There are many challenges in health across Africa. I guess I see both global (external) issues that must be addressed, as well as some local issues that can be dealt with. On the macro level, food security and sustainable energy sources must match population growth and migration trends. These are influenced by climate changes and market forces that lie beyond the awareness or control of the general population. Potable water and proper sanitation are key areas for disease prevention and good health. Both will become increasingly important in the future. Addressing health-related crises (e.g. disease outbreaks) will become increasingly challenging and costly. It is vital that resources directed to underlying causes balance those directed to putting out the fires. One effect that I see of the stresses within the health sector is a decline in numbers of candidates for training as health professionals (especially called to serve in rural, under-developed areas). What was once a calling to serve and a prestigious vocation has become too risky, with implications for family and personal health that are too costly.

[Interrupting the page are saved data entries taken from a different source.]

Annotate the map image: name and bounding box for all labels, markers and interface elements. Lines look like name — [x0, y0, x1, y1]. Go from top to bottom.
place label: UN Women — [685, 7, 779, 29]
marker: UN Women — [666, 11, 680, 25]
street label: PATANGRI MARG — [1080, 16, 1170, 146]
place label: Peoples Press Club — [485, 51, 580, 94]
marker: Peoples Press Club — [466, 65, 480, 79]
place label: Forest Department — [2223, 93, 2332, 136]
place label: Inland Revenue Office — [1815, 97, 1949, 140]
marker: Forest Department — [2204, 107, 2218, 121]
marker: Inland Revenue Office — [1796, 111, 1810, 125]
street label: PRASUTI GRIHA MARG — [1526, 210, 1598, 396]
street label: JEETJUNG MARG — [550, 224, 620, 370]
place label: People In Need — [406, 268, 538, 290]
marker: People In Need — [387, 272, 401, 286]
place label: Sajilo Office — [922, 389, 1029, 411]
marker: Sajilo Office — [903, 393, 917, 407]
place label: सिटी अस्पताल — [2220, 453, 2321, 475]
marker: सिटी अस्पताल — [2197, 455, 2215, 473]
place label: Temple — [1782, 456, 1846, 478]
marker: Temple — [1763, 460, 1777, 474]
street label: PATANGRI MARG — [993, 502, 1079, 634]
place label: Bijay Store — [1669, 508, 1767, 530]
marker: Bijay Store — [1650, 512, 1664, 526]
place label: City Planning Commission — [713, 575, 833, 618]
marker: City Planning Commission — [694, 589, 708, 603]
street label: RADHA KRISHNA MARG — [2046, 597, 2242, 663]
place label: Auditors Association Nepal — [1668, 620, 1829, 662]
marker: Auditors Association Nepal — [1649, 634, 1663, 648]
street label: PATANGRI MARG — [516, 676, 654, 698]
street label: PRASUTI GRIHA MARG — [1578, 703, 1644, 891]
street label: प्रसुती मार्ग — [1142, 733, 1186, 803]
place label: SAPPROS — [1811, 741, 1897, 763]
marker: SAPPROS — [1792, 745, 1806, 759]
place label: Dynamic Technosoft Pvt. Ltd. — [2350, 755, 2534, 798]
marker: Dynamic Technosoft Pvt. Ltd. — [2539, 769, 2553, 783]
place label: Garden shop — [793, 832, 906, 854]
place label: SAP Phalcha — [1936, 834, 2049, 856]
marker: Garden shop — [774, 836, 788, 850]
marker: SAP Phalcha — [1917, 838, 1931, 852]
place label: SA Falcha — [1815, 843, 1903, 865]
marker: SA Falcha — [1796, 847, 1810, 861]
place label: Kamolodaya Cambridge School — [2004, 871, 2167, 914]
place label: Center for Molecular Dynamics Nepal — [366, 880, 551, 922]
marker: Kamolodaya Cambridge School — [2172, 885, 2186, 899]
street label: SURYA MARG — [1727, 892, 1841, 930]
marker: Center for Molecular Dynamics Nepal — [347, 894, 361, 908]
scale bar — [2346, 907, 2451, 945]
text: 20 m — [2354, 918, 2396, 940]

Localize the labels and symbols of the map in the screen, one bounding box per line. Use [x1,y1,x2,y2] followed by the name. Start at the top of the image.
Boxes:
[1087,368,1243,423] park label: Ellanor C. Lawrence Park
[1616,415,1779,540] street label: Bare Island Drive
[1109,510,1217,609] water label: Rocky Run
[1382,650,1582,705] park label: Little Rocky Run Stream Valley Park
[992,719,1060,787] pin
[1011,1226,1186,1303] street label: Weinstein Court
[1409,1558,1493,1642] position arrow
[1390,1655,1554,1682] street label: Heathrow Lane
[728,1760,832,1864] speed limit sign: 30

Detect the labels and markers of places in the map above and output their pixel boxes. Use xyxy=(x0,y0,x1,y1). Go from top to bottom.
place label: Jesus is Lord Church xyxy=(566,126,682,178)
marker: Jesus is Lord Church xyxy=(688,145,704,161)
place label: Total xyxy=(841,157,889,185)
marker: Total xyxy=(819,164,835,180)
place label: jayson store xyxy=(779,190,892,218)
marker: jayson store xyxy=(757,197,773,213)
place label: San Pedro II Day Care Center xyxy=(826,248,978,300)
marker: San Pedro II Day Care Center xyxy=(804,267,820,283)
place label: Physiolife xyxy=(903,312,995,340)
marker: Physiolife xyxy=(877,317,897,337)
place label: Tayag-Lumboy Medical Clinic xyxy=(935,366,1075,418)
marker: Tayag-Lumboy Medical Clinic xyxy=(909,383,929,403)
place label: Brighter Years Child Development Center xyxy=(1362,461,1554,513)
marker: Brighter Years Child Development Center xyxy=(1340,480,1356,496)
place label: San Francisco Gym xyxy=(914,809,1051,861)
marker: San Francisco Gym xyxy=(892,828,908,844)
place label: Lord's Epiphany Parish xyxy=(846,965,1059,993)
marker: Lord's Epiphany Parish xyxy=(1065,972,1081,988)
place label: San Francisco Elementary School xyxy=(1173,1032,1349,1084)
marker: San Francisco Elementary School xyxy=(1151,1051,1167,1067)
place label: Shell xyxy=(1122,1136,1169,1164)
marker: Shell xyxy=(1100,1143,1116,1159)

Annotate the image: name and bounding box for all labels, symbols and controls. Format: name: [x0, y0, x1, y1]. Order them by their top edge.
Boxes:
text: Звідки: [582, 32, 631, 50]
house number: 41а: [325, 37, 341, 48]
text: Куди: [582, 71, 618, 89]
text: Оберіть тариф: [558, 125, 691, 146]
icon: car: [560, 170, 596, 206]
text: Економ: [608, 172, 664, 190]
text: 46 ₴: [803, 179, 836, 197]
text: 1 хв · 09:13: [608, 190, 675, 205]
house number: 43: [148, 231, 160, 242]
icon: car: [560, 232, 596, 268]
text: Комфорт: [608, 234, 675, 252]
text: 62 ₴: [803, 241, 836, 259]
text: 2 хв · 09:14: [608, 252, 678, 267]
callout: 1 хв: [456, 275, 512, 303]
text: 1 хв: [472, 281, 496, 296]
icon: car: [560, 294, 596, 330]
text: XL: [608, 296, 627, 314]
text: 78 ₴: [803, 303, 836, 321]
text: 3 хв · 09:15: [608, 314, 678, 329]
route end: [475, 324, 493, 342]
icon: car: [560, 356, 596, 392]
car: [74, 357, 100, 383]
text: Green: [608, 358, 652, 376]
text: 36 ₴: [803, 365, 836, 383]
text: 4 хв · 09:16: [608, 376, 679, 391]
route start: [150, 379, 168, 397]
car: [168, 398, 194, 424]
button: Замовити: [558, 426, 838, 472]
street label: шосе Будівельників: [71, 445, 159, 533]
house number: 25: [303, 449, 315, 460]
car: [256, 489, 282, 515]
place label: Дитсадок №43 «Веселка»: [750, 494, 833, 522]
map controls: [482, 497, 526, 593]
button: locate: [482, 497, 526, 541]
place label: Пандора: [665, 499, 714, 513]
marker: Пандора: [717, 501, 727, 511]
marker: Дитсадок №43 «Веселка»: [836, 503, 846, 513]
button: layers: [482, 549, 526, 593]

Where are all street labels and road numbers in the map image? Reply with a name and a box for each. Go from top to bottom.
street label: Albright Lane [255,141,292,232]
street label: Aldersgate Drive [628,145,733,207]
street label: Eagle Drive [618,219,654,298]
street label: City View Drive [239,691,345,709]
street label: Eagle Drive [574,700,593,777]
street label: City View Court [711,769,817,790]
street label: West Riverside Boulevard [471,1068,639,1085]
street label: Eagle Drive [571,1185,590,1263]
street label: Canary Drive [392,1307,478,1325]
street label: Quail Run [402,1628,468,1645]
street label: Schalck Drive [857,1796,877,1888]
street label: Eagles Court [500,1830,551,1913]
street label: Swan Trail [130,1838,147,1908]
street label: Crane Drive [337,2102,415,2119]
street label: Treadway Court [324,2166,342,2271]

Progress is being made in some areas of public health, while in other areas the challenges are growing. As a public health worker in Africa for the past 30 years, I am most concerned now about the nutritional status of women and children and the access to essential maternal and child health services in rural and urban areas. It is the lack of access to basic health, education and social services, and availability of economic employment that has pushed many rural dwellers to the urban periphery. Efforts in rural development during the 1980s and early 1990s were insufficient and ineffective. Now we're witnessing the consequences with 5 plus percent urban growth rates and related social and security concerns in cities.

You have mentioned a myriad of challenges you face in your work. What keeps you from becoming overwhelmed?

My primary interest as a public health professional is in promoting health. My primary role as a Christian mission worker is sharing and spreading my faith. There is a natural intersection of the two, and that point provides inspiration and peace. My wife and family have also been incredibly supportive and understanding.

My main research interest for many years has been the development of resilience, especially among children. I have observed that resilience to life crises of all types is built on hope, and that hope is often founded on, and strengthened by, faith. That faith may evolve from personal knowledge and experience, or in the case of many children, may develop from the faith of a significant adult nearby. There are many, many African friends and colleagues in mission service who also inspire me and keep me balanced.